His Democratic presidential rival Hillary Clinton had branded "half of his supporters" a "basket of deplorables" -- "Right? The racist, sexist, homophobic, xenophobic, Islamophobic - you name it."
Her hubby Bill, the former president, had labelled the farmers and workers toiling in the fields and factories as uneducated "rednecks" with the "dishonest media" putting Trump under the scanner with vengeance after kicking themselves for "creating" him.
Not to be left behind, in the "new politics of late night" as the Time magazine acknowledged, the comics "with a ripe orange target" in sight unabashedly started "ditching balance and taking sides."
Sitting "in a bubble," as filmmaker Michael Moore wrote in a Facebook post, they had not cared to see how the ever surging crowds at Trump's rallies were wearing the insults hurled at them with pride on their tees as "Adorable Deplorables."
And Barack Obama, the first black tenant of the White House, echoing Clinton had called the brash billionaire who could be baited with a tweet as "dangerous and unfit" to be trusted with the nuclear code as Commander-in-Chief.
Yet here he was standing in the Rose Garden recalling to a shell shocked bunch of staffers and the press his election eve forecast that "regardless of whether your candidate won or lost, the sun would come up in the morning."
"And that is one bit of prognosticating that actually came true. The sun is up," he noted. And the sun did come up on the morrow too when the real estate mogul came calling on his "Trump Force One" to lay claim on the most prized property in Washington.

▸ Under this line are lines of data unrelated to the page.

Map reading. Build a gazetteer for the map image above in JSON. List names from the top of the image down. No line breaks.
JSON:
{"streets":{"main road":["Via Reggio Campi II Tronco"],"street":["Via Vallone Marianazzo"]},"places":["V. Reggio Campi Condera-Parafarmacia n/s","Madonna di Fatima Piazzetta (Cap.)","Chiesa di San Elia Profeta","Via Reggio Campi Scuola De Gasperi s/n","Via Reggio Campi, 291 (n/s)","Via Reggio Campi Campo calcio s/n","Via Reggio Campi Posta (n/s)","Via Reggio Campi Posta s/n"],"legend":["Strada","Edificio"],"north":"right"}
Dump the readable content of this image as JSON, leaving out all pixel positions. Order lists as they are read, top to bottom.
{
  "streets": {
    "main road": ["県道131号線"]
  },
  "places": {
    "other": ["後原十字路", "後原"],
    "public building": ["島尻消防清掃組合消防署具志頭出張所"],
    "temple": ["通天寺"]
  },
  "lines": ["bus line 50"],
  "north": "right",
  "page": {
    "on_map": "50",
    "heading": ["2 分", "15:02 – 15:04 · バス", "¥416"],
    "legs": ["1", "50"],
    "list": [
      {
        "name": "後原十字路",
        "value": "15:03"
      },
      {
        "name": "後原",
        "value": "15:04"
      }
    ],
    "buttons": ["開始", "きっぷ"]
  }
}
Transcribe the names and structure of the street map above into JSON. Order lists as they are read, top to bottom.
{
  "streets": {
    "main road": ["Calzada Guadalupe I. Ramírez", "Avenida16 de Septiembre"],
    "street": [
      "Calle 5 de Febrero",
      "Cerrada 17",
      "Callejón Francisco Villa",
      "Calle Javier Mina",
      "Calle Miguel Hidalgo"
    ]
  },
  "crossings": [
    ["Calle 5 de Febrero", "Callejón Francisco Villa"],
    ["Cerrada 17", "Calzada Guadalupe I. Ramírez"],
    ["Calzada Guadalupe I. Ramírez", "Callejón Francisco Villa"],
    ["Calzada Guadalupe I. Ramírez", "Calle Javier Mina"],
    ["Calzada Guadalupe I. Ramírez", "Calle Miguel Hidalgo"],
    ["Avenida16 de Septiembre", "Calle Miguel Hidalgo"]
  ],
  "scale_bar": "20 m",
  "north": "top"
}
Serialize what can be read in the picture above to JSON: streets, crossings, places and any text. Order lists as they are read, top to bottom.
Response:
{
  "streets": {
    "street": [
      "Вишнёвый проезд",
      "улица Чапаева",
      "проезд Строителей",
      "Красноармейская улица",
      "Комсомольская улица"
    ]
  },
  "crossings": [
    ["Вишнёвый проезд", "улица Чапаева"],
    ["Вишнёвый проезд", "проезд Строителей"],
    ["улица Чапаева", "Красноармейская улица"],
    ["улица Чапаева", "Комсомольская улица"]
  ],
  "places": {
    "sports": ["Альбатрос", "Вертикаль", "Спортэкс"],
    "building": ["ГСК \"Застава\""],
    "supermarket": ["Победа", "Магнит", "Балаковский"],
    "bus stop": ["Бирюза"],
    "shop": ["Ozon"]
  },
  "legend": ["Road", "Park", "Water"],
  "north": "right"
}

Sitting in the Oval Office that would be his in 70 days, Trump, who had till almost till the very end questioned his host's birth place, acting very presidential called their 90-minute chat a "great honour".
They had "an excellent and wide-ranging conversation," said a gracious Obama telling his guest at their first face-to-face meeting: "If you succeed, then the country succeeds."
That hopefully ended the bitter feud between the two going back to that April 2011 White House Correspondents' Association Dinner where Obama had roasted Trump on the "birther" issue.
If the mogul ever became president, he would add a high-rise, a neon sign with Trump's name on the facade and a whole lot more gold to the White House, the president teased pointing to a mock-up picture of the executive mansion.
Left -leaning liberal comic Stephen Colbert began his election-night live special with an animated cartoon tracing Trump's quest for the White House to his humiliation by Obama then.
He had come prepared for another all night roast of the billionaire, but as Trump quickly neared the magic number of 270 electoral votes, Colbert could only mumble: "Wow. That's a horrifying prospect. I can't put a happy face on that, and that's my job."
No one had seen what was coming. Not Colbert, not any of the major news outlets, nor the Chinese American Princeton professor who had vowed to "eat a bug" if Trump crossed 240.
"You were so wrong for so long. You misled your readers and were blinded by your own journalistic bigotry," an angry reader wrote to the New York Times as the daily acknowledged in a post mortem. Many others "ominously" cancelled subscriptions.
But even as Trump conferred with Obama at the White House, thousands of "Not Our President" protesters took to the streets across the country.
The media quickly renewed its feud with the mogul as he sent them into a tizzy by first calling the "professional protesters, incited by the media" as "unfair" and then praising them for their "passion for our great country."
And the pundits who were ever ready to proclaim the Teflon Trump "toast" over the insults he hurled at his opponents were yet to reconcile to the fact that come January 20 "President Trump" would be the toast of the town.